[Required work]: Your job is to report every line of the entries that has "linejoin".

[Information shown]:
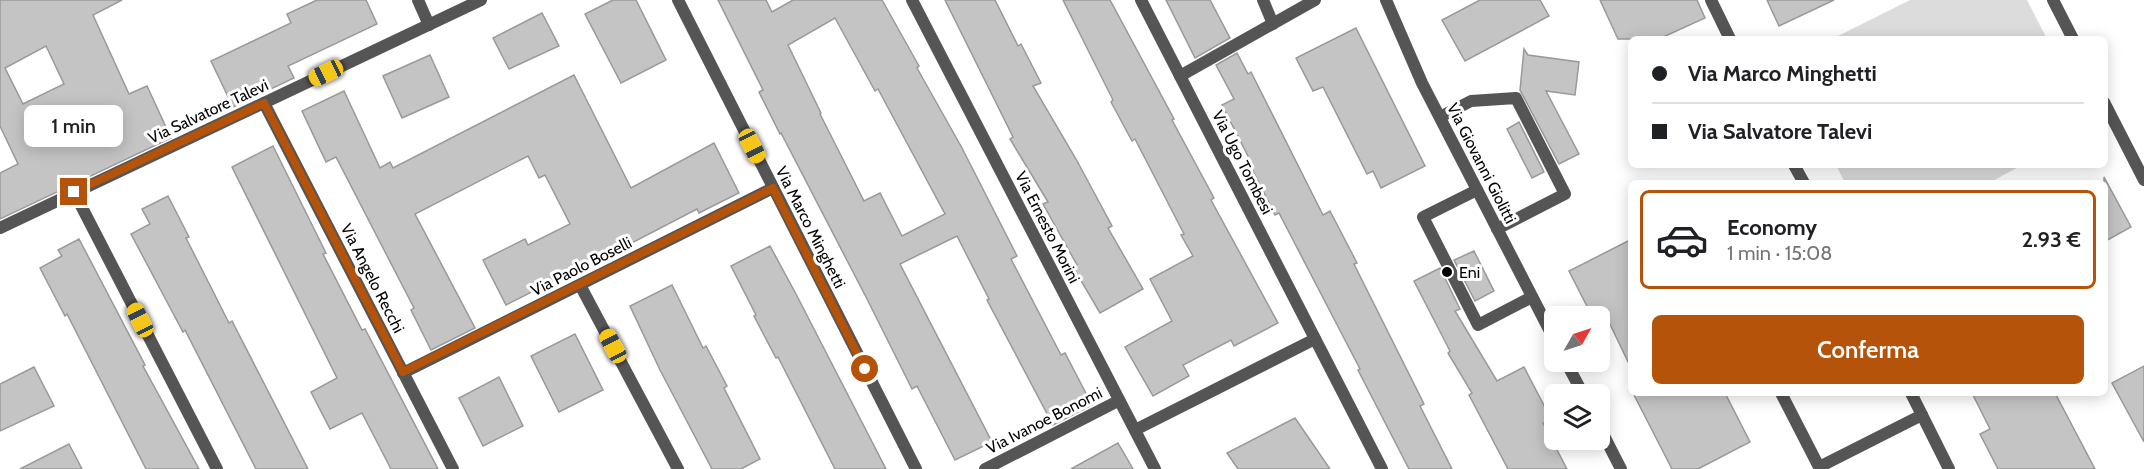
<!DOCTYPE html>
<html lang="it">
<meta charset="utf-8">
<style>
body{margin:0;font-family:Cabin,sans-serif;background:#f6f6f6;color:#202124;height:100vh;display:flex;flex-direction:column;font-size:22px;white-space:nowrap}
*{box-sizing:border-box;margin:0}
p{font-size:20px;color:#757577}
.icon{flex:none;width:33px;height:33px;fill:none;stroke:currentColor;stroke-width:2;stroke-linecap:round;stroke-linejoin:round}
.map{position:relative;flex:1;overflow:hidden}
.panel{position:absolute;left:1628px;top:180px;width:480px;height:216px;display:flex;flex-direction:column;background:#fff;border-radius:9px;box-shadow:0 3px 15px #0003}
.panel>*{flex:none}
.hud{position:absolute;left:1628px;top:36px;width:480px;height:132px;border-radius:9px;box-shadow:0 3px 15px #0003;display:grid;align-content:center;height:132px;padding:0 24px;background:#fff}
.needle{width:39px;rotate:51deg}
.tools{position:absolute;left:1544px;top:306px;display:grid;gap:12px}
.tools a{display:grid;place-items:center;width:66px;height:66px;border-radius:9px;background:#fff;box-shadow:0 3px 15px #0003;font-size:30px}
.end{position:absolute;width:27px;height:27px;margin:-14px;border:8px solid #b45309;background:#fff;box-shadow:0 0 0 3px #fff}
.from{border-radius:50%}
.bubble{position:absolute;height:42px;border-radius:9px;background:#fff;box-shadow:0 3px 15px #0003;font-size:20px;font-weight:600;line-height:42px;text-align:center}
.car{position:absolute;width:18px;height:36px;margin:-18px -9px;border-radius:8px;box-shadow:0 0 4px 2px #0007;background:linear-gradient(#f5c518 24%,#345 0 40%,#f5c518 0 76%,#345 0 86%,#f5c518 0)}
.hud b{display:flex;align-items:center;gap:21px;height:57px;font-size:22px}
.hud b+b{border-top:2px solid #e0e0e0}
.hud i{width:15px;height:15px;background:#202124}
ul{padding:10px 0 0;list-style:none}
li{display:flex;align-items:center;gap:18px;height:99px;margin:0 12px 9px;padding:0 12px;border:3px solid transparent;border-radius:9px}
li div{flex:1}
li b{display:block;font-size:22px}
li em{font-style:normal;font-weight:600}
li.on{border-color:#b45309}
li>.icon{width:54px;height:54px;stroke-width:1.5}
.primary-button{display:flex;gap:12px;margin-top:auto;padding:12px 24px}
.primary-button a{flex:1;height:69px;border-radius:9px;background:#b45309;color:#fff;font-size:24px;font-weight:600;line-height:69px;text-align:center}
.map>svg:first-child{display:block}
.green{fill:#dcdcdc}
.building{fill:#c4c4c4;stroke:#999;stroke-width:1.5;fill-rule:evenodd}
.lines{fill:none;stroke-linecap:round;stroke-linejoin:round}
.service{stroke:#555;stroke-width:12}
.minor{stroke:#555;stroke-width:12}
.tertiary{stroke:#555;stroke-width:12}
.route{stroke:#b45309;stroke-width:8}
.poi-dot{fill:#000;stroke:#fff;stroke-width:2}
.labels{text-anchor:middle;stroke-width:6;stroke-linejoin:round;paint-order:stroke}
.street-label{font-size:16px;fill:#000;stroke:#fff}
.poi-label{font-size:16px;fill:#000;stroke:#fff;text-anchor:start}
</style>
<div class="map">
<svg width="2144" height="469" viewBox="0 0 2144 469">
<rect width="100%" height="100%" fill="#fff"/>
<g class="green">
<polygon points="1910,0 2027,0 2047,39 1832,39"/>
<polygon points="1836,165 2022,165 1989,183 1845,183"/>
</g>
<g class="building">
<path d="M0 0H122L93 15 129 94 147 86 171 138 0 219V173L18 164 0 126ZM46 46 64 84 23 104 5 68Z"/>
<polygon points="317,0 366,0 377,24 288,66 294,78 233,107 211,61 291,23 287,14"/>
<polygon points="613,0 636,0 666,60 621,83 585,14"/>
<path d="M718 0H766L772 12 793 0H882L919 66 917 68 962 148 1017 256 1011 259 1061 355 1065 353 1092 405 1053 425 987 300 989 299 957 236 900 264 992 442 955 460 917 386 912 389 866 297 781 133 780 134 759 92 763 90ZM835 18 875 91 878 89 945 214 902 236 880 193 864 201 820 114 821 113 788 45Z"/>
<polygon points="945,0 995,0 1018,46 1021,44 1041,83 1033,86 1076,159 1112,226 1108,228 1143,289 1100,313 1073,267 1077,265 1043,204 1048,202 1010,139 1013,137"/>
<polygon points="1063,0 1110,0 1174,119 1172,120 1214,198 1211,200 1278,323 1234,346 1231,340 1183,365 1189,376 1153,396 1125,347 1172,321 1150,279 1193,256 1181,235 1184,234 1135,139 1132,141 1111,102 1113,100"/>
<polygon points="1166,0 1210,0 1230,38 1195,58"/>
<polygon points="1480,0 1540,0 1549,16 1465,61 1442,20"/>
<polygon points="1600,0 1697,0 1705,18 1659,39 1618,39"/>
<polygon points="1767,0 1834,0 1779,26"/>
<polygon points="542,13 559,46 509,69 493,38"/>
<polygon points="1356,28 1425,166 1381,188 1373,171 1367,174 1323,87 1313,91 1296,58"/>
<polygon points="1524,49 1528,55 1579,62 1575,95 1546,91 1579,154 1559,164 1520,90"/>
<polygon points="1237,53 1248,74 1251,72 1323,215 1330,211 1357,263 1354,264 1424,404 1420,406 1452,469 1409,469 1358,370 1360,369 1279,213 1275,215 1250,165 1252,164 1222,105 1234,99 1216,65"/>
<polygon points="430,55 449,97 402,118 383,76"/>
<polygon points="574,75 631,188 714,143 739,193 699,213 697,209 572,274 571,272 506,305 483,260 525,239 528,245 570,224 545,175 539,178 528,156 415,214 475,328 431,350 411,310 414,308 336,157 326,162 302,111 344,91 380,168 390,162 393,168"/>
<polygon points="1519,122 1544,172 1532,178 1507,129"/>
<polygon points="273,146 326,253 323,254 362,330 365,329 438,469 391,469 362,413 330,429 311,392 337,378 232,167"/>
<polygon points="2104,177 2131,227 2104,242"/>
<polygon points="168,196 189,237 186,238 229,323 232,321 308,469 256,469 185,330 183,332 131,234 150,224 142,209"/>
<polygon points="79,239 145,365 143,366 199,469 146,469 67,314 65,316 40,268 62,256 58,250"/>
<polygon points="1630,240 1630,366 1606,316 1592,316 1569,271"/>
<polygon points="770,246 796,294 886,469 835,469 778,357 776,358 754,316 756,315 731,266"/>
<polygon points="1474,251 1494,291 1475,301 1454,260"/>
<polygon points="1440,268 1460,309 1455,311 1497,381 1524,367 1551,419 1543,423 1567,469 1508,469 1469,395 1472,393 1448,353 1450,351 1414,281"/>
<polygon points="672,285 703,348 706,346 727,386 724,388 760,459 741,469 712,469 660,370 630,306"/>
<polygon points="575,334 603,390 559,412 531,356"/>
<polygon points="2144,366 2144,442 2112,383"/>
<polygon points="34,367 54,406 0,431 0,384"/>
<polygon points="499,377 523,426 483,446 459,398"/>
<polygon points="1633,393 1725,393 1750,442 1698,469 1672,469"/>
<polygon points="1972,393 2055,393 2095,469 1998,469 1980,434 1990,429"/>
<polygon points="1295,418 1330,469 1238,469 1227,453"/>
<polygon points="1118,443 1133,469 1071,469"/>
<polygon points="69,444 82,469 20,469"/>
</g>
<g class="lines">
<g class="service">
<polyline points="1263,0 1273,24"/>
<polyline points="1440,117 1471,101 1516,98 1565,194 1497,229"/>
<polyline points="1477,190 1423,217 1478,325 1532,297"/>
</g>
<g class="minor">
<polyline points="418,0 429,25"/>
<polyline points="678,0 916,469"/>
<polyline points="912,0 1155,469"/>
<polyline points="1141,0 1382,469"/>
<polyline points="1711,0 1730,39"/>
<polyline points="2053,0 2073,39"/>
<polyline points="1180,76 1315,0"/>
<polyline points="2104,102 2144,180"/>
<polyline points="264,103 453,469"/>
<polyline points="1794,165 1804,183"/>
<polyline points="74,192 217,469"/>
<polyline points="0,228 481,0"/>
<polyline points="580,285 678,469"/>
<polyline points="403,373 773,188"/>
<polyline points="1781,393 1819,467 1922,415"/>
<polyline points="1911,393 1949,469"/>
<polyline points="1135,430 1315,339"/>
<polyline points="985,469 1118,401"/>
</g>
<g class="tertiary">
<polyline points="1386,0 1422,83 1554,339"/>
<polyline points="1566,362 1583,394"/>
<polyline points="1599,426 1621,469"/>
</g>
</g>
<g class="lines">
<polyline class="route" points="74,192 264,103 403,372 773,188 865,369"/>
</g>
<circle class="poi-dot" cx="1447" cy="272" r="6"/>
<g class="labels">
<g class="street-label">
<text transform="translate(208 111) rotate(-25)" y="6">Via Salvatore Talevi</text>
<text transform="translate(1243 162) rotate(63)" y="6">Via Ugo Tombesi</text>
<text transform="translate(1482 163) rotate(63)" y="6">Via Giovanni Giolitti</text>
<text transform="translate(811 227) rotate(63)" y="6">Via Marco Minghetti</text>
<text transform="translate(1048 227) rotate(63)" y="6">Via Ernesto Morini</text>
<text transform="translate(581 266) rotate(-27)" y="6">Via Paolo Boselli</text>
<text transform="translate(373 278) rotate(63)" y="6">Via Angelo Recchi</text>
<text transform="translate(1044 420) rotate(-27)" y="6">Via Ivanoe Bonomi</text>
</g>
<g class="poi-label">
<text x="1459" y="278">Eni</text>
</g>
</g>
</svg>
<div class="tools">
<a><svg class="needle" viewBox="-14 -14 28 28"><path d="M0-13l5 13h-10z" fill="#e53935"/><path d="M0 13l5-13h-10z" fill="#757577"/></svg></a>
<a><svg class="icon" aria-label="layers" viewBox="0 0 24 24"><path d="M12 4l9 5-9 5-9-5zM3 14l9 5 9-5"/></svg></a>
</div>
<i class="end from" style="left:865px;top:369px"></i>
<i class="end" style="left:74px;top:192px"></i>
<div class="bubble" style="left:24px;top:105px;width:99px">1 min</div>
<i class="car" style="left:326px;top:73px;rotate:245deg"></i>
<i class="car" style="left:752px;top:146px;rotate:153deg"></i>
<i class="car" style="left:140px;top:320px;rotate:333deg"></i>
<i class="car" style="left:613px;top:346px;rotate:332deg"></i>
<div class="hud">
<b><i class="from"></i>Via Marco Minghetti</b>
<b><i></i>Via Salvatore Talevi</b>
</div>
<section class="panel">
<ul>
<li class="on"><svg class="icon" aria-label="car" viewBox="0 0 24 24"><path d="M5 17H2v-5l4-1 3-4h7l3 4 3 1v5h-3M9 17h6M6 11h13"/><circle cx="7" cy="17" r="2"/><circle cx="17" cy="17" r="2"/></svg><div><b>Economy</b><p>1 min · 15:08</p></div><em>2.93 €</em></li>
</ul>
<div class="primary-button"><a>Conferma</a></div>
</section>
</div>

[Solution to the exercise]:
.icon{flex:none;width:33px;height:33px;fill:none;stroke:currentColor;stroke-width:2;stroke-linecap:round;stroke-linejoin:round}
.lines{fill:none;stroke-linecap:round;stroke-linejoin:round}
.labels{text-anchor:middle;stroke-width:6;stroke-linejoin:round;paint-order:stroke}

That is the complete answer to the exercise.